To initially get to GoldenEye, if I had a Bond-piloted Acrostar or private plane, I could've jetted into Ian Fleming International Airport, about 10 minutes away. Instead, I fly economy commercial into Montego Bay's terminal, where cheery, gray-haired GoldenEye driver "Pops" pulls a Red Stripe beer out of a backseat cooler and hands it to my perked-up husband before our two-hour ride. "Ya mon, relax, you're on island time," Pops declares.

When we arrive at GoldenEye, there is no clue, other than a cryptic "Private Property" notice on a wrought-iron gate. After a guard gives us the OK, we not-so-stealthily reach the reception Fleming Room, adorned with vintage pictures of the mastermind, most taken at GoldenEye. Next door is the treehouse-style Gazebo restaurant, where Fleming pondered MI6 plots in a gazebo shack. In the restaurant's entry, five framed stills from Dr. No show Ursula Andress in her classic bikini debut, one with hunky co-star Sean Connery. The scene was shot on a 20-minute boat trip from GoldenEye and arranged by the film's then-24-year-old location manager — Blackwell himself.

Another reason to R and R here is that conservation is a main concern. One morning, I chat with local fishermen at what they call The Bond 007 Beach, and a cigarette-stub-chewing angler dubbed "Quaker Oats" boasts about his huge jackfish catch. It's a testament to one of Blackwell's projects, the Oracabessa Bay Fish Sanctuary, which protects another offshore area in order to revive the overfished stock. During an outing on GoldenEye's glass-bottom boat, I also witness how coral is successfully being replanted on the eco-threatened reef where Fleming snorkeled. And I later meet "Turtle Man" Mel Tennant, a retired British school principal who, along with GoldenEye support and hands-on guests, annually saves and releases up to 22,000 endangered sea turtle hatchlings.

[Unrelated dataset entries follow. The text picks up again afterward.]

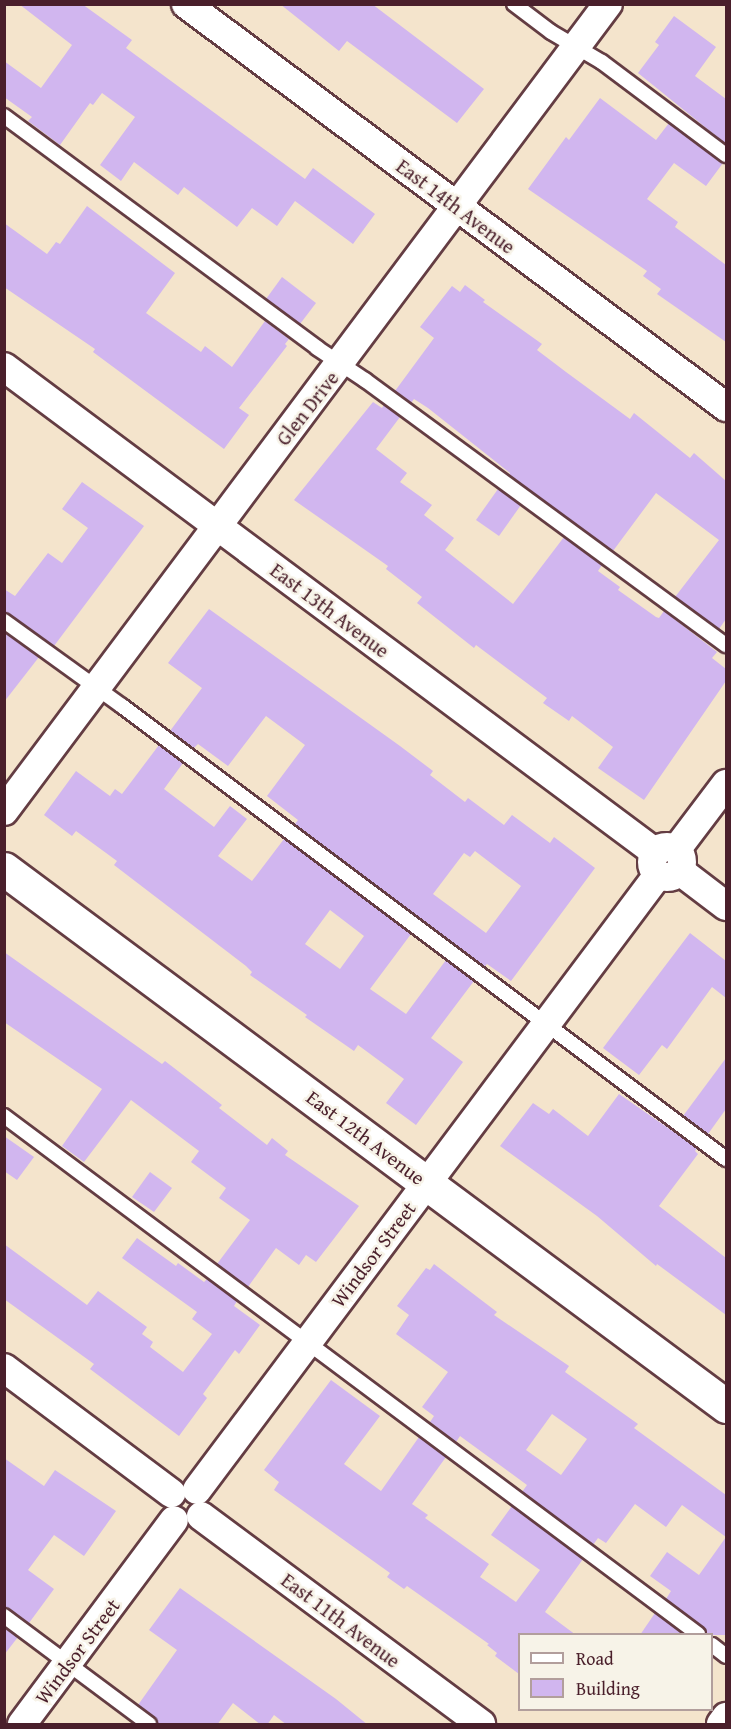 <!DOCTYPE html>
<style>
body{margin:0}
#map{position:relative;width:731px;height:1729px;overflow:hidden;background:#f4e4cc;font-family:"Gentium Book Plus",serif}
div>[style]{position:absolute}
.building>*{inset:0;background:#d1b6ef}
.roads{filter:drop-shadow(2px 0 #643d43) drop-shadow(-2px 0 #643d43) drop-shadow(0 2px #643d43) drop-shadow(0 -2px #643d43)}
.service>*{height:14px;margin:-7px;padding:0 7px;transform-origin:7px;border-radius:7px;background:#fff}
.minor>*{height:28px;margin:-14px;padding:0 14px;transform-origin:14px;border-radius:14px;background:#fff}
.minor>.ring{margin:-14px;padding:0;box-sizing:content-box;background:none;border:28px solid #fff;border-radius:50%}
.tertiary>*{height:33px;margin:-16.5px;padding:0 16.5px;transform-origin:16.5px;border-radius:16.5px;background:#fff}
span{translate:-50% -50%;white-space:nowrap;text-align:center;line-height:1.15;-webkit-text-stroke:5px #f7f3e8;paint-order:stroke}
.street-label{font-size:20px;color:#4a1f2b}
.frame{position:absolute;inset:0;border:6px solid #4a1f2b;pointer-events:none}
.legend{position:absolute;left:518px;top:1633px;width:195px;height:78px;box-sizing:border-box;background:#f7f3e8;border:2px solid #b29e9c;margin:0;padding:8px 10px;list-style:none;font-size:18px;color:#4a1f2b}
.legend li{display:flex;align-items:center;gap:12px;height:30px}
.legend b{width:30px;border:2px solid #b29e9c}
</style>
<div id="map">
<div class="building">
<div style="clip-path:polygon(19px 4px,82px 4px,132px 40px,126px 48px,305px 179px,313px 168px,375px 214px,353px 244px,295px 201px,277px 226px,252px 208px,237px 227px,184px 187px,178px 195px,134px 162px,121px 181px,100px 165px,135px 117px,102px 93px,93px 105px,90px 103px,60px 145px,28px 121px,32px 117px,4px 97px,4px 61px,41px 88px,72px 45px)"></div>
<div style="clip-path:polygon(280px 4px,372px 4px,484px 89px,457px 123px,347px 41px,339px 51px)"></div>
<div style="clip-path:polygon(674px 16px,716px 47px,695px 76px,726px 99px,726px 144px,638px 73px,659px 45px,655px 42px)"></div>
<div style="clip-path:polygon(600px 98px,656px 140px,669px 123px,723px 163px,706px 186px,674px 163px,647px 199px,678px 222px,675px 227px,726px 265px,726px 342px,657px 294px,661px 289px,643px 276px,647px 271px,528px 189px,566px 137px,569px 140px)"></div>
<div style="clip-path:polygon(87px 206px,175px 273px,146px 313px,201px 352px,205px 346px,232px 367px,265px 321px,289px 339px,285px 344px,287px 346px,239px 408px,249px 415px,224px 449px,93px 352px,95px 349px,4px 287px,4px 223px,47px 254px,56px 242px,60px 244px)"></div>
<div style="clip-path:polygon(282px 277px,316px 303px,300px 324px,266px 299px)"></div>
<div style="clip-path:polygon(465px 285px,485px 300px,483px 302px,542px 344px,537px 350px,566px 372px,630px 419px,634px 413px,690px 458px,694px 453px,726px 481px,726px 619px,719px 629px,675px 597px,719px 540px,656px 493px,613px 551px,509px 475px,510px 473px,428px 408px,414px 399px,411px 403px,395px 391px,434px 338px,420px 327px,452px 286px,460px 292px)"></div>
<div style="clip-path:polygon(373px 402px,382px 408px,384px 405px,400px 417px,376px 449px,407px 473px,400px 482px,432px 505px,424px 515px,454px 538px,445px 550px,513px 604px,564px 537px,602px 565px,598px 571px,620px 587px,618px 590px,656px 617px,659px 618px,664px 611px,717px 652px,712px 658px,726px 669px,726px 681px,644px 800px,598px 768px,613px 747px,572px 716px,569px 721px,543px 703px,547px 698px,476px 645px,474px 648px,417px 603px,422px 597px,386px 569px,388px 566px,294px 500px)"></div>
<div style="clip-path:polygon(82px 482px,144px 526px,54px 646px,4px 612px,4px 589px,15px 596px,48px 553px,62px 563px,88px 528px,62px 509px)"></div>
<div style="clip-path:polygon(498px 489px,521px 505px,499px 536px,476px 520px)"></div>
<div style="clip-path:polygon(evenodd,209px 609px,400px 746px,433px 771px,430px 775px,465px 802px,468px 798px,504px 825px,512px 815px,550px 843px,554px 837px,595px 868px,511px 981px,487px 964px,484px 967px,295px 824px,298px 820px,267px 796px,305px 745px,266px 716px,228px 766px,198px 744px,194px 748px,170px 731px,202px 688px,168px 663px,209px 609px,475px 851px,521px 886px,486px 933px,433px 894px,464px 853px,470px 857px,475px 851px)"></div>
<div style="clip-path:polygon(4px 632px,39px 657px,4px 702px)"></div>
<div style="clip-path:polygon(evenodd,159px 745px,183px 763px,164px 789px,214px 827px,230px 806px,247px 819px,218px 856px,252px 881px,284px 839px,411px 934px,370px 989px,406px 1014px,446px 960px,474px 981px,431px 1038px,463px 1062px,416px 1125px,386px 1103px,404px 1079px,358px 1045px,354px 1051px,305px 1017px,307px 1015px,250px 975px,252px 972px,246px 966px,114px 865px,117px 861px,76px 831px,72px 836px,44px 815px,76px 771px,110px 796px,115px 789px,122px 794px,159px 745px,330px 910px,364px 936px,340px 969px,305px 944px,330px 910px)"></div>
<div style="clip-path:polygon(690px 933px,726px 961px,726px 998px,712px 987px,667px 1049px,662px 1045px,639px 1075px,603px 1048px)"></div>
<div style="clip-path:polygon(4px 952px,162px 1064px,165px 1061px,222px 1105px,219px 1108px,267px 1145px,272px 1138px,288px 1151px,285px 1155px,359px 1206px,316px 1262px,306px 1255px,299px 1265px,276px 1248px,248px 1287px,217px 1264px,250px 1220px,219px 1198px,226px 1188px,191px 1162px,199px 1151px,131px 1100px,84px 1162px,62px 1146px,102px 1089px,4px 1022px)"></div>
<div style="clip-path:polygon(726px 1058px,726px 1109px,708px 1134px,683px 1116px)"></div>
<div style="clip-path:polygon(619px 1094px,697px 1148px,695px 1151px,698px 1154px,659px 1206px,726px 1258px,726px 1315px,657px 1264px,656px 1266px,597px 1216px,500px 1146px,533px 1103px,549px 1114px,553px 1109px,588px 1136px)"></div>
<div style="clip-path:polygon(4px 1136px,34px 1157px,17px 1180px,4px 1171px)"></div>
<div style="clip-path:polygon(150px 1172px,172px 1188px,154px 1212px,132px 1197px)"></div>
<div style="clip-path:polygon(137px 1238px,176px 1266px,178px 1263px,204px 1282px,207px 1279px,237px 1301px,234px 1306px,260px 1325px,239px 1354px,235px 1350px,203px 1394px,207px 1398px,179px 1436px,90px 1369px,94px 1364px,4px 1299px,4px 1244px,87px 1305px,98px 1291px,147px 1327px,142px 1334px,153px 1342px,150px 1347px,183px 1372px,212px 1334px,192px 1319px,197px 1312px,122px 1258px)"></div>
<div style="clip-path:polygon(evenodd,434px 1264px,497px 1312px,494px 1315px,569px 1366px,565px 1372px,638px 1424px,634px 1428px,726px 1495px,726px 1537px,682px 1505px,666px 1527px,635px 1504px,606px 1543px,598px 1538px,593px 1545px,522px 1492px,527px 1485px,460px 1436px,456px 1442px,430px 1422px,434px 1416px,422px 1407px,448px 1372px,396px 1334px,409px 1315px,397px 1306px,426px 1268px,430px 1270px,434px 1264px,552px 1414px,587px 1439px,561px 1475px,526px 1450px,552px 1414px)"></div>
<div style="clip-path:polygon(331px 1380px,380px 1416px,344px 1464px,381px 1491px,419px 1437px,446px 1457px,412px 1504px,428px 1515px,425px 1518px,489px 1564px,480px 1577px,516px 1602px,540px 1570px,491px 1535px,512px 1506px,583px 1559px,545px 1612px,576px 1635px,519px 1635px,519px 1674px,495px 1656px,497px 1653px,487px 1645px,489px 1644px,407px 1586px,404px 1589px,387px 1577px,390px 1573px,274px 1490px,279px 1482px,264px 1470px)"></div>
<div style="clip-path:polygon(4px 1458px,44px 1486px,55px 1470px,116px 1511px,84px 1556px,54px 1535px,28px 1570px,54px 1589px,29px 1623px,4px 1607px)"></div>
<div style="clip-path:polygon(726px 1537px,726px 1635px,707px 1635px,703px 1627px,666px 1599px,671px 1591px,650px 1576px,667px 1552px,699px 1575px)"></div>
<div style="clip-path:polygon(180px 1588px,336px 1699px,368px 1725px,287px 1725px,274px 1715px,267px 1725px,261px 1725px,233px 1703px,217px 1725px,158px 1725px,155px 1717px,138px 1705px,177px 1650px,149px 1630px)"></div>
<div style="clip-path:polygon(655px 1613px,684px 1635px,640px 1635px)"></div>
<div style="clip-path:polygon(4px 1628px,18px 1637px,4px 1655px)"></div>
</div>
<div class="roads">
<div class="service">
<div style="left:514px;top:4px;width:46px;rotate:37.1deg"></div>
<div style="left:551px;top:32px;width:59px;rotate:30.5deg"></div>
<div style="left:602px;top:62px;width:155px;rotate:36.9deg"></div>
<div style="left:4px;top:116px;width:390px;rotate:36.5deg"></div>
<div style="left:317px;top:348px;width:58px;rotate:33.7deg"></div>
<div style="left:365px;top:380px;width:448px;rotate:36.3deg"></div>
<div style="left:4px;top:621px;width:145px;rotate:35.8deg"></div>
<div style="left:122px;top:706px;width:755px;rotate:36.87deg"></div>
<div style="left:4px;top:1116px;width:866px;rotate:36.74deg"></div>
<div style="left:4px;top:1616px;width:181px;rotate:36.7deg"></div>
<div style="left:712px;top:1645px;width:18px;rotate:38deg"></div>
</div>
<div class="minor">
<div style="left:186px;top:4px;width:674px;rotate:36.73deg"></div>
<div style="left:4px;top:367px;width:813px;rotate:36.7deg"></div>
<div style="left:4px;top:811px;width:1008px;rotate:-53.19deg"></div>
<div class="ring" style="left:652px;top:847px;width:2px;height:2px"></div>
<div style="left:676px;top:850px;width:83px;rotate:-52.9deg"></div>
<div style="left:680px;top:871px;width:58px;rotate:37.3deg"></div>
<div style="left:4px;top:1368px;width:209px;rotate:36.8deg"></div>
<div style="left:197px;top:1490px;width:769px;rotate:-53.15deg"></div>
<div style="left:201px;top:1516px;width:349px;rotate:36.6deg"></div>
<div style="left:22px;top:1724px;width:254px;rotate:-53.3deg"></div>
<div style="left:721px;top:1724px;width:9px;rotate:-54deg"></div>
</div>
<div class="tertiary">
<div style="left:4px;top:869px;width:900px;rotate:36.64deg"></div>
</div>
</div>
<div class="street-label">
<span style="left:456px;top:206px;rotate:37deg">East 14th Avenue</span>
<span style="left:307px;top:408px;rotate:-52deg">Glen Drive</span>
<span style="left:330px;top:610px;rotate:37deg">East 13th Avenue</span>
<span style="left:366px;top:1137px;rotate:37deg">East 12th Avenue</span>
<span style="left:373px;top:1254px;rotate:-53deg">Windsor Street</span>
<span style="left:341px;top:1620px;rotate:37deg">East 11th Avenue</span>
<span style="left:77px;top:1651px;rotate:-53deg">Windsor Street</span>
</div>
<div class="frame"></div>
<ul class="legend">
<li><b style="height:8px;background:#fff"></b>Road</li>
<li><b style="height:16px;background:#d1b6ef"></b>Building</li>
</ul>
</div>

Fleming cherished the natural beauty of his Caribbean haven; he even picked the mild name of his birdwatching guidebook's author — James Bond — for his cloak-and-dagger hero. Today's resort, starting with a few cottages in the 1990s, remains remarkably down-to-earth with a kindhearted staff of townsfolk and a Jamaican "One Love" vibe. At the thatched-roof, record-album-covered Bizot Bar, I'm channeling my inner Bond girl as my husband and I sip frothy signature pineapple-and-rum GoldenEyes in a cocooning breeze with the rolling surf lapping against rocks, a drop-dead gorgeous sun setting, and resident cat Fleming meowing at our feet. Soon, tree frogs and crickets loudly chirp a bewitching symphony. I figure You Only Live Twice.

Through Dec. 19, GoldenEye (goldeneye.com) is offering reduced rates — starting at $315 a night with breakfast for beach huts — due to construction of three new guest houses on the resort’s lagoon. Complimentary activities have been added, including guided snorkeling, “sound bath” meditation and Firefly excursions. The secluded Fleming Villa starts at a discounted $4,455 a night, has a private pool, and with two satellite cottages sleeps 10. It comes with a butler, chef and housekeeper.